The Anatomy of Physician Payments: Contracting Subject to Complexity
We use two empirical strategies to measure the pervasiveness of links between Medicare's reimbursement rates and payments from BCBSTX to the physicians who treat its beneficiaries. Our first strategy exploits the fact that the payment for any service can be decomposed into its Medicare-allotted number of RVUs times a scaling of dollars per RVU, which we call the “implied conversion factor” (ICF). If many services share a common ICF, this might plausibly reflect a contract specifying this particular ICF. Payments that follow the Medicare benchmark, as evidenced by sharing common ICFs, comprise around three quarters of BCBSTX's claims and account for two thirds of spending.

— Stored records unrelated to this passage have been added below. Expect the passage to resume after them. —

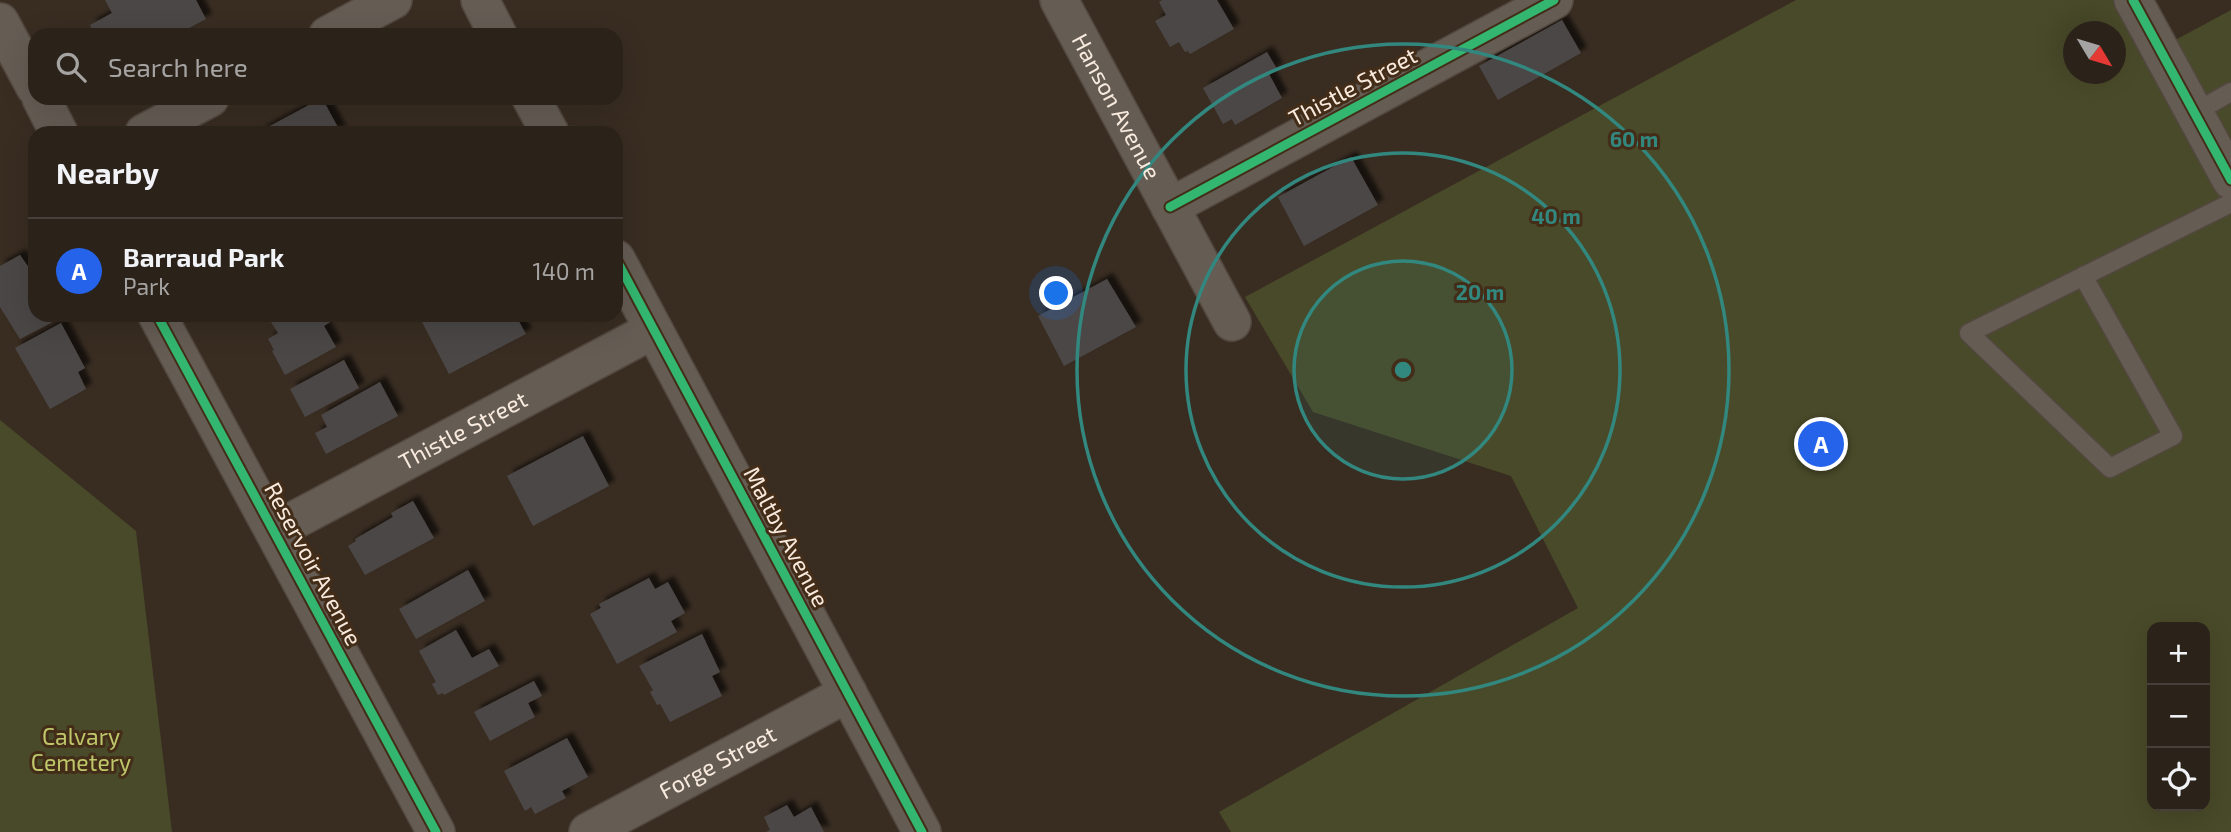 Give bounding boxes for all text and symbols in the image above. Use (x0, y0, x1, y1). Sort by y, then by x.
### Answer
north arrow (2063, 21, 2126, 84)
search box (28, 28, 623, 105)
street label: Hanson Avenue (1067, 28, 1168, 184)
street label: Thistle Street (1284, 41, 1422, 132)
icon: search (52, 48, 90, 86)
text: Search here (108, 51, 248, 82)
text: 60 m (1610, 126, 1658, 151)
text: Nearby (56, 154, 159, 190)
text: 40 m (1531, 203, 1581, 228)
text: Barraud Park (123, 241, 284, 272)
text: A (71, 257, 87, 285)
text: 140 m (533, 257, 595, 285)
text: Park (123, 272, 170, 300)
your location (1039, 276, 1073, 310)
text: 20 m (1456, 279, 1504, 304)
centre of rings (1391, 358, 1415, 382)
street label: Thistle Street (394, 384, 532, 475)
pin: A (1798, 418, 1844, 470)
street label: Maltby Avenue (738, 462, 836, 611)
street label: Reservoir Avenue (259, 477, 369, 650)
map controls (2147, 622, 2210, 811)
button: + (2147, 622, 2210, 685)
button: − (2147, 685, 2210, 748)
street label: Forge Street (654, 719, 781, 804)
park label: Calvary Cemetery (31, 722, 131, 776)
button: locate (2147, 748, 2210, 811)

Second, we measure how often changes in Medicare's payment rates pass through to BCBSTX's payments. Using institutional knowledge of the precise dates on which BCBSTX implements Medicare's annual reimbursement updates, we infer the share of BCBSTX's payments linked to RBRVS. This fine-grained timing helps eliminate confounding from long-run technological changes or active contract renegotiations. Consistent with the previous results, we again find that around three quarters of BCBSTX's payments are linked to Medicare.
Using both strategies, we examine heterogeneity in price benchmarking across physician groups and service categories. We find that payments to relatively large firms are less tightly linked to the RBRVS than payments to small firms. Looking across service categories, payments are more closely linked to Medicare's relative values for services where Medicare's average-cost pricing system gets closer to the marginal costs of care. Thus we see more benchmarking for labor-intensive services, like standard office visits, than for capital-intensive services, like diagnostic imaging.
Finally, we show that adjustments relative Medicare's price menu narrow likely gaps between marginal costs and Medicare's average-cost payments. Specifically, payments for labor-intensive services tend to be adjusted up while payments for capital-intensive services tend to be adjusted down.
Our results suggest that physician contracts are written to manage the tension between gains from fine-tuning payments and costs from making contracts complex. The benefits of fine-tuning payments are greatest for contracts with large physician groups, which explains why such contracts deviate more often from Medicare's rates. Since Medicare's average cost approach will have greater difficulty managing the payments for capital- than labor-intensive services, the benefits of adjustment will tend to be greater for the former. Providers and private insurers appear to coordinate around Medicare's menu of relative payments for simplicity, but innovate when the value of doing so is likely highest.